What Works on Wall Street Strategy and Review
I recently finished a book entitled What Works on Wall Street by James P. O’Shaughnessy.
In this book O’Shaughnessy explains the power of passive investing. In fact, O’Shaughnessy goes over several methods of passive investing which lower risk while increasing return, thus highlighting the fact that greater returns don’t always come with higher risk.
In the book What Works on Wall Street, O’Shaughnessy also shows the reciprocal, that greater risk does not always translate into greater return.
In this post I will highlight one of his lower risk methods as well as show you another method which translated into extraordinary gains, albeit with added risk.
The Least Risky Strategy that Works on Wall Street
The least risky strategy O’Shaughnessy covers is one he dubs “Cornerstone Value.”
In this strategy O’Shaughnessy uses Compuset PC Plus, Research Insight, and FactSet Alpha to screen and test stocks. He screens stocks for ones he calls “Market Leaders”.
These stocks are
- non-utility stocks with greater than average market caps
- shares outstanding, cashflows, and sales of 50% greater than the average stock (this includes ADRs)
He then uses $10k to buy the top 50 in terms of shareholder yield where shareholder yield is defined as stocks with the highest dividend yield and net buyback activity.
O’Shaughnessy would then recycle this strategy every year, buying again the top 50 in terms of shareholder yield.
Over time he found that this strategy would have turned $10,000 into $17,567,144 from Dec 31st 1952 to Dec 31st 2003, vs $2,447,210 for the S&P 500.
The amazing part about it was that these results were obtained with less risk using his approach.
While the S&P 500 had a Sharpe ratio (reward-to-variability) of 0.42, Cornerstone Value had a Sharpe ratio of 0.65.
The minimum and maximum annual return for the S&P 500 was -26.47% and 55.62%, respectively. However, the minimum and maximum for the Cornerstone Value approach was -15.00% and 58.20%.
This strategy had 42 positive and 9 negative periods, versus 38 and 13 for the S&P 500. Also, maximum Peak- to-Trough decline was -28.18% for Cornerstone Value versus -44.73% for the S&P 500. Beta was 0.86 for Cornerstone Value and 1.00 for the S&P 500.
By now you get a sense of how little risk this strategy carries with it.

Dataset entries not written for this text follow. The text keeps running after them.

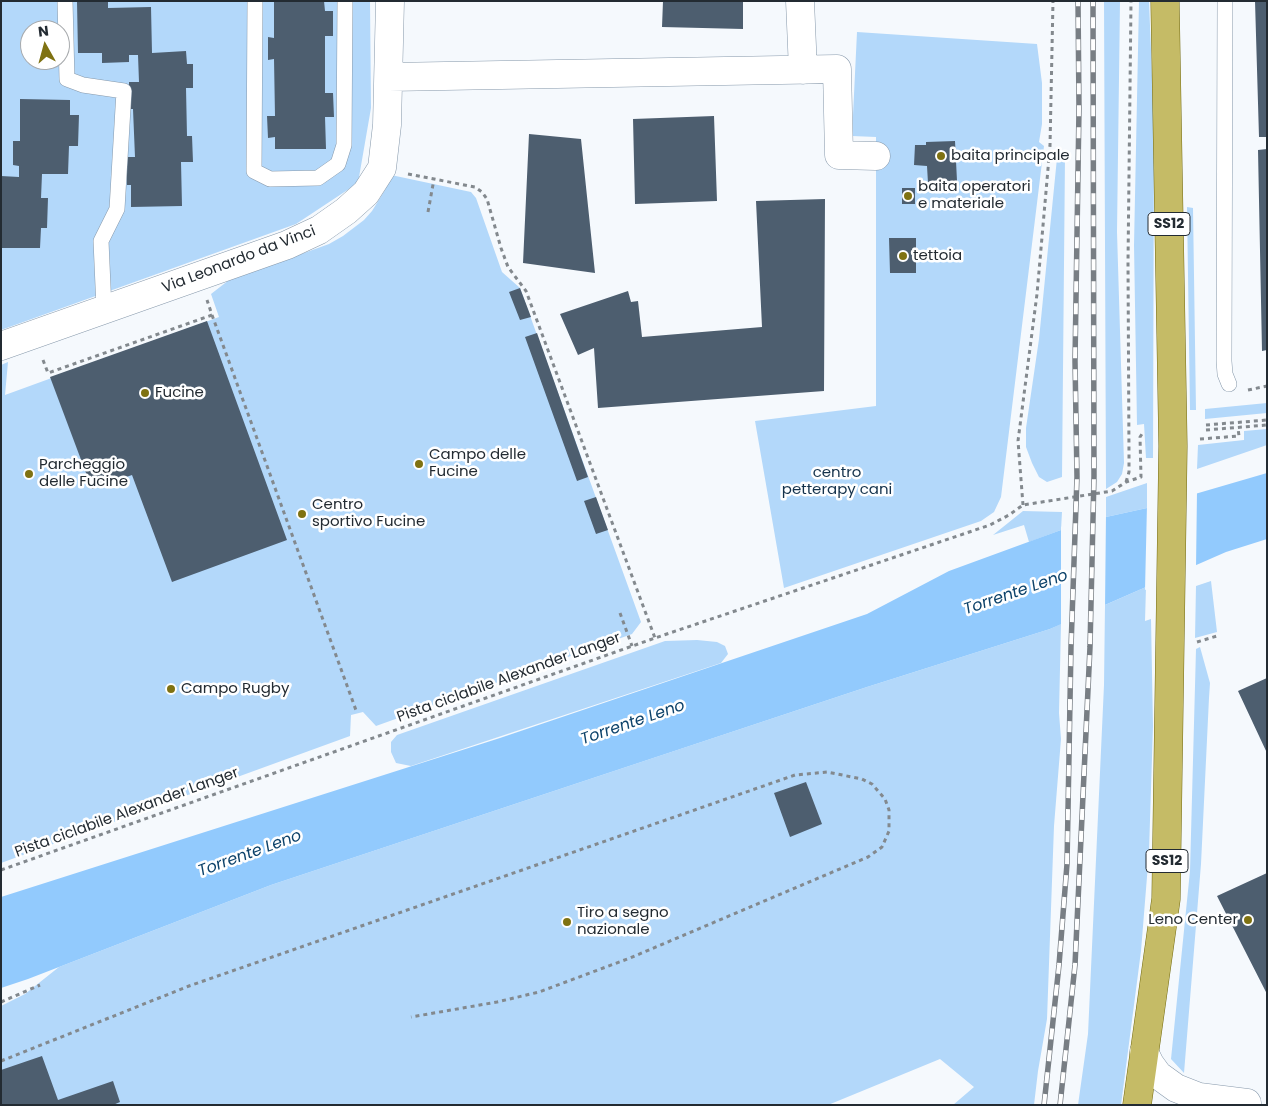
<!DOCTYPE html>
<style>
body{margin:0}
#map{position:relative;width:1268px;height:1106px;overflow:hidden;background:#f5f9fd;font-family:Poppins,sans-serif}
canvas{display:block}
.frame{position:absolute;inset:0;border:2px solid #232b32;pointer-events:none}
.north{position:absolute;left:20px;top:20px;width:50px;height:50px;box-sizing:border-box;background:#fff;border:1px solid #a7aaad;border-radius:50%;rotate:353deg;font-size:14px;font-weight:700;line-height:20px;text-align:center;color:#232b32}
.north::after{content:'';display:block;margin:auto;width:18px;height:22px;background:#7f7212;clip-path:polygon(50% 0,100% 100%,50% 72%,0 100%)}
</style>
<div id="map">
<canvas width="1268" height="1106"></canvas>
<div class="frame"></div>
<div class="north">N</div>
</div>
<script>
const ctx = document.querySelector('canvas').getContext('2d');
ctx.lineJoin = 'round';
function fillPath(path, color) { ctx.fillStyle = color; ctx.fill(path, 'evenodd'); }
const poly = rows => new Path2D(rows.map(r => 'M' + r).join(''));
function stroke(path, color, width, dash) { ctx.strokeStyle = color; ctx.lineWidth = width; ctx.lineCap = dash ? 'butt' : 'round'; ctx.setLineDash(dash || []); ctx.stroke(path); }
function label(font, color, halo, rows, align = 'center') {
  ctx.font = font + ' Poppins,sans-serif'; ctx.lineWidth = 5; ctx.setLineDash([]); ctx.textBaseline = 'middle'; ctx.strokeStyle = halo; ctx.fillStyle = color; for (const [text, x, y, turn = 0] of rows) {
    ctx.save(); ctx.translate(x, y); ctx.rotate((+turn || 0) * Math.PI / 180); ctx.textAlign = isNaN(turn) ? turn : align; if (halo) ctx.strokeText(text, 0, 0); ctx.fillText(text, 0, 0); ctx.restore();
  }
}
fillPath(poly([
 [1,1,370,1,371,108,358,183,296,224,1,330],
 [30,30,60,30,60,60,30,60],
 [1104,1,1120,1,1117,232,1124,463,1122,474,1117,482,1106,489],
 [1139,1,1149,1,1154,125,1153,458,1146,458,1144,424,1137,425,1134,245],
 [857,32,1037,44,1042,83,1042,124,1039,142,1044,146,1001,497,994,512,981,521,784,588,755,421,876,406,876,137,852,136],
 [1065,157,1062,477,1047,482,1039,477,1032,463,1026,447,1026,428,1039,339,1057,158],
 [391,175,471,192,476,198,502,272,520,288,641,622,632,634,376,726,363,712,351,715,350,736,1,863,1,365,8,362,5,395,219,317,211,294,229,280,329,244,343,236,364,220,372,211,385,190],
 [1187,207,1193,208,1196,410,1190,410],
 [1267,403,1267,413,1205,419,1205,409],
 [1267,429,1267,445,1197,469,1198,445,1244,440,1244,431],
 [1147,483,1147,508,1106,517,1106,497],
 [1023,511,1062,512,1061,530,1029,542,1024,525,993,535],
 [1211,581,1217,632,1195,638,1196,586],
 [1146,587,1145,621,1151,619,1153,726,1149,852,1141,951,1121,1105,1078,1105,1088,1034,1104,685,1105,605],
 [1061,624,1059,713,1061,739,1054,826,1047,1019,1038,1071,1034,1105,953,1105,974,1087,940,1059,828,1105,1,1105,1,1006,25,994,59,967,271,885,867,687,1050,629],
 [697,640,717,642,725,646,728,654,721,663,411,766,396,763,391,752,391,742,397,735,665,641],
 [1200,647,1210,683,1209,698,1201,864,1184,1073,1171,1059,1190,871,1196,649]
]), '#b3d8fa');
fillPath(poly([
 [1267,473,1267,539,1226,552,1050,629,867,687,271,885,28,979,1,988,1,897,500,738,867,614,949,571,1061,530,1106,517,1147,508]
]), '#92cafd');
fillPath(poly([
 [1197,491,1196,568,1145,590,1147,505],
 [1106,514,1105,608,1061,627,1061,527]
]), '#f5f9fd');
fillPath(poly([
 [108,1,108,8,151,7,152,53,186,51,187,64,193,64,193,88,186,88,187,136,192,136,193,162,181,162,182,206,131,207,131,185,127,185,126,157,135,157,133,109,129,109,129,82,139,82,138,55,129,55,129,62,102,63,102,53,78,53,77,2],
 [274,1,324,1,325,11,333,11,333,36,325,36,325,93,333,93,334,117,325,117,326,149,275,149,275,137,268,138,267,116,275,116,274,59,268,60,268,37,274,38],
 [663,1,743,1,743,29,662,27],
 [1255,1,1267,1,1267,137,1259,137],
 [20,99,70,100,70,115,79,115,78,146,69,146,68,174,42,174,41,198,48,198,47,228,41,228,40,248,1,248,1,176,19,177,19,166,13,165,13,141,20,141],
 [714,116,717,201,635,204,633,119],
 [529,134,581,139,595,273,523,263],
 [955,141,957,181,928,183,927,166,914,165,915,145,926,145,926,142],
 [1267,149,1267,350,1262,351,1258,150],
 [902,188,915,188,915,204,902,204],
 [825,199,824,391,598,408,594,348,578,355,560,314,628,291,631,302,638,301,642,337,762,327,756,201],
 [889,238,916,238,916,273,890,273],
 [520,288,531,317,520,320,509,292],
 [207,321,287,540,172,582,132,475,92,489,50,377],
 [537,333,588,477,577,481,525,337],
 [596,497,608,530,596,534,584,501],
 [1267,678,1267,753,1238,691],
 [806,782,822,824,790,837,774,793],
 [1267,873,1267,994,1217,896],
 [42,1056,58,1100,113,1081,120,1102,113,1105,1,1105,1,1070]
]), '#4d5e6f');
const lane = poly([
 [65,1,67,79,83,85,124,91,117,209,101,241,104,309],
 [255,1,254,171,270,179,318,178,338,164,344,145,345,1],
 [1225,1,1224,361,1225,374,1229,384]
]);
const street = poly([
 [800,1,803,70],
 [389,77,837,69,839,155,876,156],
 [1,346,287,245,319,230,346,211,366,193,382,168,387,125,390,1],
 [1144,1052,1150,1064,1158,1075,1176,1088,1199,1097,1247,1103]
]);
const primary = poly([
 [1137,1105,1166,899,1173,446,1165,1]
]);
stroke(lane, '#8799ab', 16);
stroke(street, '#8799ab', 29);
stroke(primary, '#746b12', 29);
stroke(poly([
 [408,174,475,187,482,192,487,199,501,248,508,267,526,291,655,638],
 [428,212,434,179],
 [212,315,357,713],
 [43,360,48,373,212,315,207,300],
 [1248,390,1267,386],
 [1206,425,1267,420],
 [1206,430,1267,425],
 [1200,439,1239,436,1238,428],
 [1126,482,1129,472,1129,455,1128,262,1131,1],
 [1023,505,1018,441,1037,294,1050,146,1053,1],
 [620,613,632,646],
 [1197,642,1217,636],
 [1,870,655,638,990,525,1009,515,1023,505,1112,491,1126,482,1141,477,1140,437,1144,431],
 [1,1002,40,985],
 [1,1061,189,986,795,775,827,772,862,779,872,784,885,799,889,810,889,831,882,847,868,857,630,958,539,992,497,1002,411,1017]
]), '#83898e', 3, [4, 4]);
stroke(lane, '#fff', 15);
stroke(street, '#fff', 28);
stroke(primary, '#c5bb66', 28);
const rail = poly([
 [1044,1105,1059,965,1067,864,1071,647,1077,477,1075,361,1079,109,1078,1],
 [1060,1105,1075,965,1090,647,1094,476,1093,1]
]);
stroke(rail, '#787e84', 5.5);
stroke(rail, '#fff', 4, [11]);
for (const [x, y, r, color] of [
 [941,156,5,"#7f7212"],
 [908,196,5,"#7f7212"],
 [903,256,5,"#7f7212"],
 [145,393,5,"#7f7212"],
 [419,464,5,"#7f7212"],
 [29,474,5,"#7f7212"],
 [302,514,5,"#7f7212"],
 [171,689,5,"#7f7212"],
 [1248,920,5,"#7f7212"],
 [567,922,5,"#7f7212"]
]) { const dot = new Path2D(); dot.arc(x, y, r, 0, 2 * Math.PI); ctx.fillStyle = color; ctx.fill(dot); stroke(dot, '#fff', 2); }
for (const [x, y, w] of [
 [1169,224,42],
 [1167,861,42]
]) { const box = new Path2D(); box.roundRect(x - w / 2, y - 11.5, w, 23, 4); ctx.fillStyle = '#fff'; ctx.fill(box); stroke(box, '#232b32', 1); }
label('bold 14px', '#232b32', null, [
 ["SS12",1169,224],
 ["SS12",1167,861]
]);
label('15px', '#232b32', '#fff', [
 ["baita principale",951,156],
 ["baita operatori",918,187],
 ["e materiale",918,204],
 ["tettoia",913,256],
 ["Fucine",155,393],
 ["Campo delle",429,455],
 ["Fucine",429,472],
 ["Parcheggio",39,465],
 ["delle Fucine",39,482],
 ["Centro",312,505],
 ["sportivo Fucine",312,522],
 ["Campo Rugby",181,689],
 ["Tiro a segno",577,913],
 ["nazionale",577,930],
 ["Leno Center",1238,920,"right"]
], 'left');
label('15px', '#232b32', '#fff', [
 ["Via Leonardo da Vinci",239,260,-21],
 ["Pista ciclabile Alexander Langer",509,678,-20],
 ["Pista ciclabile Alexander Langer",127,813,-20]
]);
label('15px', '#13314b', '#fff', [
 ["centro",837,473],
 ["petterapy cani",837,490]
]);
label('italic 16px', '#0c426a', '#fff', [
 ["Torrente Leno",1016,593,-19],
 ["Torrente Leno",633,723,-19],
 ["Torrente Leno",250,854,-20]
]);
</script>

The Best Things in Life are Easy and Simple
Perhaps one of the best strategies O’Shaughnessy shows works on Wall Street is one that is extremely simple.
Buy 50 stocks with the highest relative strength trading at a price-to- sales ratio less than 1, hold for a year, then repeat.
This strategy was able to turn $10,000 into $55,002,724. It had a higher maximum Peak-to-Trough decline of -53.40% versus -50.12% for all stocks during that time period. However, the Sharpe ratio fared better at 0.60 versus 0.46 for all stocks. Beta was 1.08 versus 0.99 for all stocks. In single-year returns it beat all stocks 39/52, rolling five-year compound return 43/48, and rolling 10-year compound return 43/43 times.
The Focus on Relative Strength
Some of you may be wondering at this point why O’Shaughnessy tends to focus on relative strength.
What O’Shaughnessy hypothesizes is that by focusing on relative strength, investors are getting into a stock as the market is beginning to notice it.
By focusing on a value metric like price- to- sales, for instance, investors are making sure they aren’t paying too much for the momentum. However, for some of you interested in the latter method, O’Shaughnessy cautions that investors are extremely unlikely to stick to a volatile strategy over the long -haul.
The method has a correlation with the S&P 500 of 0.75 and may zig when the market zags. Though, this strategy is more consistent than many of his other strategies and thus the reason I chose it for this writing. But please keep in mind, in order for a strategy to work one must use it through hell and high water, even if he thinks the strategy is failing him. It is this sort of unwavering discipline that separates the successful investor from the unsuccessful.
Stick to Your Guns
O’Shaughnessy highlights that these strategies can be done holding less than 50 stocks. However, the minimum he recommends is 25.
He believes, as mentioned in the above paragraph, that investors are likely to run away from this strategy at the first sign of trouble. The volatility increases tremendously and the correlation with the overall market tends to drop holding less stocks. In his mind investors are much more likely to stick with a strategy that doesn’t deviate from the market too much.